In order to estimate Poisson’s ratio, there are two options, using core samples or well logs. The Poisson’s ratio determined by compressional tests on core plug samples is called static Poisson’s ratio, while the dynamic Poisson’s ratio is derived from shear and compressional acoustic wave velocities logs6 using the following equation.

$$ \upnu _{{{\text{dyn}}}} = \frac{{{\text{V}}_{{\text{P}}}^{2} - 2{\text{V}}_{{\text{s}}}^{2} }}{{2({\text{V}}_{{\text{P}}}^{2} - {\text{V}}_{{\text{s}}}^{2} )}}, $$
(1)

where \(\upnu _{{{\text{dyn}}}}\) is the dynamic Poisson’s ratio, VS and VP are the shear and compressional wave velocities respectively.

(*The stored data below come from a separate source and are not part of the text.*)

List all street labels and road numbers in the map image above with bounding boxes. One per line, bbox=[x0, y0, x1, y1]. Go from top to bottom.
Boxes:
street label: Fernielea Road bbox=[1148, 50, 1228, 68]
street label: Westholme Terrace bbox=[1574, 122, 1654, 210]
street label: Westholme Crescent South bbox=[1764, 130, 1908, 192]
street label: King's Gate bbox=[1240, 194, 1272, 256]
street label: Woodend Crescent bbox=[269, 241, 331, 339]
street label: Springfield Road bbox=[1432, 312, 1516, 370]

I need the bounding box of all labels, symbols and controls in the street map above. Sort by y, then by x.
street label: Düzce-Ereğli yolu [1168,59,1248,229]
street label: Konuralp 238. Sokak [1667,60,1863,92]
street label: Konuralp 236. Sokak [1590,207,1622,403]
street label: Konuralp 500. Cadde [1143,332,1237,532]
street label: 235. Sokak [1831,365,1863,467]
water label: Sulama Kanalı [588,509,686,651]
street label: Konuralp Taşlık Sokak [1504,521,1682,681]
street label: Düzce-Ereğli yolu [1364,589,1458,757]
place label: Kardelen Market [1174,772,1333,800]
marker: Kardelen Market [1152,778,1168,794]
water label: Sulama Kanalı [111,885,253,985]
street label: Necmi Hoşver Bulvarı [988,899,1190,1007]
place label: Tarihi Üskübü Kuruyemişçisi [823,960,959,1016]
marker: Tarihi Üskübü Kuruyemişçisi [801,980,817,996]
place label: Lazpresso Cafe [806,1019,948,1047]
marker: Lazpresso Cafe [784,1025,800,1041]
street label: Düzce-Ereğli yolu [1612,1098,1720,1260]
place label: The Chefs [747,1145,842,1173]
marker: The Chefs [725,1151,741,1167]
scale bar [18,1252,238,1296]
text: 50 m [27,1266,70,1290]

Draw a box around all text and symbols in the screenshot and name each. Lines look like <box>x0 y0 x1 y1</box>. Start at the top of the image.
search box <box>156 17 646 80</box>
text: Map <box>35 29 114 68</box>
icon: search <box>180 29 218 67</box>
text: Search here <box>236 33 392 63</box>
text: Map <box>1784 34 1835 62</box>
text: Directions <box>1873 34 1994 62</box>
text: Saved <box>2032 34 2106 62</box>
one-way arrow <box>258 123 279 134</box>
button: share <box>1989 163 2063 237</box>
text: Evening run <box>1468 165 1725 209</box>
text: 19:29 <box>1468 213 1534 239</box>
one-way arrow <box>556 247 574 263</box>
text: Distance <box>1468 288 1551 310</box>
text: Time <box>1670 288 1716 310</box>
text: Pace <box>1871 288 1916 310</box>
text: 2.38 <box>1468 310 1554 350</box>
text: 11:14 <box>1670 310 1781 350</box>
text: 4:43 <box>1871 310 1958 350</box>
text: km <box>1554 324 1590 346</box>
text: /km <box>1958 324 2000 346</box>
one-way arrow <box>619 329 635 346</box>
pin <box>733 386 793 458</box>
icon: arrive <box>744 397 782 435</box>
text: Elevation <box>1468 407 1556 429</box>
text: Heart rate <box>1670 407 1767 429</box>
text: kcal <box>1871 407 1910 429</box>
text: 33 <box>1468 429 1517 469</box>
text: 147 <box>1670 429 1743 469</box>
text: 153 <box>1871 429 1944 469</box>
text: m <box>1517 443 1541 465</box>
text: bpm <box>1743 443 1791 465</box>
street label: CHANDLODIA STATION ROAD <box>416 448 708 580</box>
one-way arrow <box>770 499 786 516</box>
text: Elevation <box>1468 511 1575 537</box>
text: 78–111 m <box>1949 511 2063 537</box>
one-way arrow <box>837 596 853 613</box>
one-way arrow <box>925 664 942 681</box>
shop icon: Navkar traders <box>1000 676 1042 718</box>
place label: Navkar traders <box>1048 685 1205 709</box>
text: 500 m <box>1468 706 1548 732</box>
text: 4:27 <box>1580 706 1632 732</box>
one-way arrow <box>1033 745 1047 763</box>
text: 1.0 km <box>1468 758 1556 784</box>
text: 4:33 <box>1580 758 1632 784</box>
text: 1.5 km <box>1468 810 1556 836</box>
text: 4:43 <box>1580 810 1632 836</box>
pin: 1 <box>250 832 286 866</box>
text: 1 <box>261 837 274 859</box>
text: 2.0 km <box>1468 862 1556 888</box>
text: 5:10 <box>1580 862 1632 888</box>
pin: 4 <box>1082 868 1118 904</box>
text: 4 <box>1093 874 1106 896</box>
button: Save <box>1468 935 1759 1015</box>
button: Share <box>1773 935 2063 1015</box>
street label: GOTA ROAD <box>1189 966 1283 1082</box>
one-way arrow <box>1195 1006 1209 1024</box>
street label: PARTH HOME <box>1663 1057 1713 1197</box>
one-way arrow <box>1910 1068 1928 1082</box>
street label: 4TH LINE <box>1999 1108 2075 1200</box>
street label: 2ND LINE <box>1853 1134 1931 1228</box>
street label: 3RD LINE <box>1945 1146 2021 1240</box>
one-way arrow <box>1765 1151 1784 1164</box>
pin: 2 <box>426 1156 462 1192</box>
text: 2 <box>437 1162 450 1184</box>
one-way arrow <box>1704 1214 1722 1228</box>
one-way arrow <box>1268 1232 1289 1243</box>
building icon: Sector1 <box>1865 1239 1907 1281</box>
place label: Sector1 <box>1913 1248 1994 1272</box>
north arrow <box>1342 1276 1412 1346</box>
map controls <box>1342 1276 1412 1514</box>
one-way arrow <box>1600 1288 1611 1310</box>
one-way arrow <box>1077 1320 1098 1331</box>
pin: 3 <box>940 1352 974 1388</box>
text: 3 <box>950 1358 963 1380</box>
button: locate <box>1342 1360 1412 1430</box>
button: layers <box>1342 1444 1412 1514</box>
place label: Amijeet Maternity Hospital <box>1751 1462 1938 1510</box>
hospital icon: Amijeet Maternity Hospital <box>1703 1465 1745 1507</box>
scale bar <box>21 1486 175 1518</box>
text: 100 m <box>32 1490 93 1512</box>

The advantage of \(\upnu _{{{\text{dyn}}}}\) over \(\upnu _{{{\text{static}}}}\), is that it can provide a continuous profile, In addition, getting core samples are expensive and time-consuming. To overcome the fact that static and dynamic values for Poisson’s ratio are usually different from each other, many researchers presented empirical correlations between static and dynamic Poisson’s ratio based on linear regression7,8,9. However, some of these correlations are developed using limited samples and for a specific type of formation as summarized in Table 1.

Table 1 Different empirical correlations between static and dynamic Poisson’s ratio.

While \({\upnu}_{\mathrm{st}}\) is the static Poisson’s ratio, \({{\upnu }}_{\mathrm{dyn}}\) is the dynamic Poisson’s ratio, \({\mathrm{V}}_{\mathrm{p}}\) and \({\mathrm{V}}_{\mathrm{s}}\) are the compressional and shear wave velocities respectively.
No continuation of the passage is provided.